Set in the Pacific Northwest’s Portland, the unsentimental dramatic adventure has encounters with his single father, Ray (Travis Fimmel), and girlfriends like a married secretary (Amy Seimetz) who brings Ray enormous trouble. Charley experiences loving that can be violent and survival that is uncertain.
Better is his experience with horses and a sleazy owner, Del (Steve Buscemi), who shows him how to tend the horses and eat in a civilized fashion, as well as the underbelly of horse racing on the low-end circuit. Del, a complex character of the rough and soft, leads Charley to his first big love, aging quarter horse Lean on Pete, on whom Charlie will lean for emotional support as long as fate allows. Absconding with Pete to keep him from the slaughterhouse leads Charley to parlous times and tragedy but toward salvation.

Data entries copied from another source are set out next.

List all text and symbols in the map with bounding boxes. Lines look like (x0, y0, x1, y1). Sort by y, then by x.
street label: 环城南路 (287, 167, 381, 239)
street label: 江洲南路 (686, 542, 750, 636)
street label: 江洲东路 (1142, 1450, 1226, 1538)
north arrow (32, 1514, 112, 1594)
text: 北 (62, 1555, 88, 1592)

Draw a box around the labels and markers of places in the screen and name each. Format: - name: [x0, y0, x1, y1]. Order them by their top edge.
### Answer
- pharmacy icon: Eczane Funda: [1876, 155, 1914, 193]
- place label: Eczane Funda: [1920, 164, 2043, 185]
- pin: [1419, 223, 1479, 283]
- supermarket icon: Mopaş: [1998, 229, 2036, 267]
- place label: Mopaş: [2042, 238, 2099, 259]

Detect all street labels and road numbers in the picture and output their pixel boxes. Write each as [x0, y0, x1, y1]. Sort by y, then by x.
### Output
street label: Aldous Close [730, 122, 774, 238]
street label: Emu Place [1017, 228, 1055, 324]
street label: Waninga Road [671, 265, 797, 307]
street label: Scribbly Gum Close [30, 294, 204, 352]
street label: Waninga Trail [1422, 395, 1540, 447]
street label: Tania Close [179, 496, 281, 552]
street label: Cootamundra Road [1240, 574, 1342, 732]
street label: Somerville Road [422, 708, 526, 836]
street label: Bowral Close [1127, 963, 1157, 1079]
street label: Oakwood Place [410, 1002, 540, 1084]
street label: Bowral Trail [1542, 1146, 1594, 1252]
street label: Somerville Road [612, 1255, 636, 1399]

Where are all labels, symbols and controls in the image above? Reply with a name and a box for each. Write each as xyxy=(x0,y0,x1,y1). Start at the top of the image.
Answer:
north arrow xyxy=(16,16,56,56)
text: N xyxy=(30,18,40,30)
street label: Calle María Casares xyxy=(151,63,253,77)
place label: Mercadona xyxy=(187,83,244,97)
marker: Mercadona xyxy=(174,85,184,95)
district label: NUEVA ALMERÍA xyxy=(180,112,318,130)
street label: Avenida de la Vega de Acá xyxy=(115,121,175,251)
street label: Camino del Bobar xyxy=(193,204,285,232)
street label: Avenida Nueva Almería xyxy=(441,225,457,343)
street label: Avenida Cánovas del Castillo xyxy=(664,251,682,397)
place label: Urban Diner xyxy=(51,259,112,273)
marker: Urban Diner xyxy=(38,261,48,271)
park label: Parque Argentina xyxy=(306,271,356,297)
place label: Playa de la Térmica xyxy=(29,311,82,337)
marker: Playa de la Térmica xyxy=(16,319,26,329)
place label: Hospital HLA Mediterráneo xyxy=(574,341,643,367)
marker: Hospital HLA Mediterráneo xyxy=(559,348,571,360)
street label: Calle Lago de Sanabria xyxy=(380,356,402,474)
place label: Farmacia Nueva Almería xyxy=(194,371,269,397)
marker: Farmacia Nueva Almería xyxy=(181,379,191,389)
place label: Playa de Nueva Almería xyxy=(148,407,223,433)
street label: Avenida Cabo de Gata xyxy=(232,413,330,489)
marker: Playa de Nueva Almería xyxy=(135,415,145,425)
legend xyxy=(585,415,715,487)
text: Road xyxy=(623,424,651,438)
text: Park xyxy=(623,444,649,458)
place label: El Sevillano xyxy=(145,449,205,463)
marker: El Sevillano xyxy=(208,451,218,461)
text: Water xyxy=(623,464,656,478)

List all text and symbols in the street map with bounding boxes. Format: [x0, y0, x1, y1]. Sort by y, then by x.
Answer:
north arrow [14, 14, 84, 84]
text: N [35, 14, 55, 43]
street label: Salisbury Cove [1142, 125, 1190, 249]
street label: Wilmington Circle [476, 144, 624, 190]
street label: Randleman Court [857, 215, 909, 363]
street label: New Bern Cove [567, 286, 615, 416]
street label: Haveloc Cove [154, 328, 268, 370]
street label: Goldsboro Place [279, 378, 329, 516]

The first half is chockfull of small experiences with the underclass, each member of whom is struggling to survive but not without a few raucous interludes. Basically, however, life in trailers and moveable horse races frequently leads to grim futures.
As with any teen, breaking with parents and guardians is crucial to maturation, and Charley is no different. When he and Pete take off to find long lost Aunt Margy (Alison Elliot), the broad vista of the West, dramatically photographed by Magnus Jonck, beckons the wanderers and portends dramatic challenges, not the least of which are the desert and unscrupulous adults.
Yet, listening to Charley confide about his life to Pete as they amble to the future is one of the film’s understated delights. Like the film itself, we can exult in Charley’s independence while fearing for his physical and mental safety.
As a youthful representative of a vulnerable class, Charley brings hope from his travels. Like a Steinbeck wanderer, he trudges to a problematic future as he builds on his brief but illuminating early-life experiences.
Just listen to the Bonnie Prince Billy cover of R. Kelly’s “The World’s Greatest” over the credits to catch his melancholy present and future, no longer leaning on Pete for survival.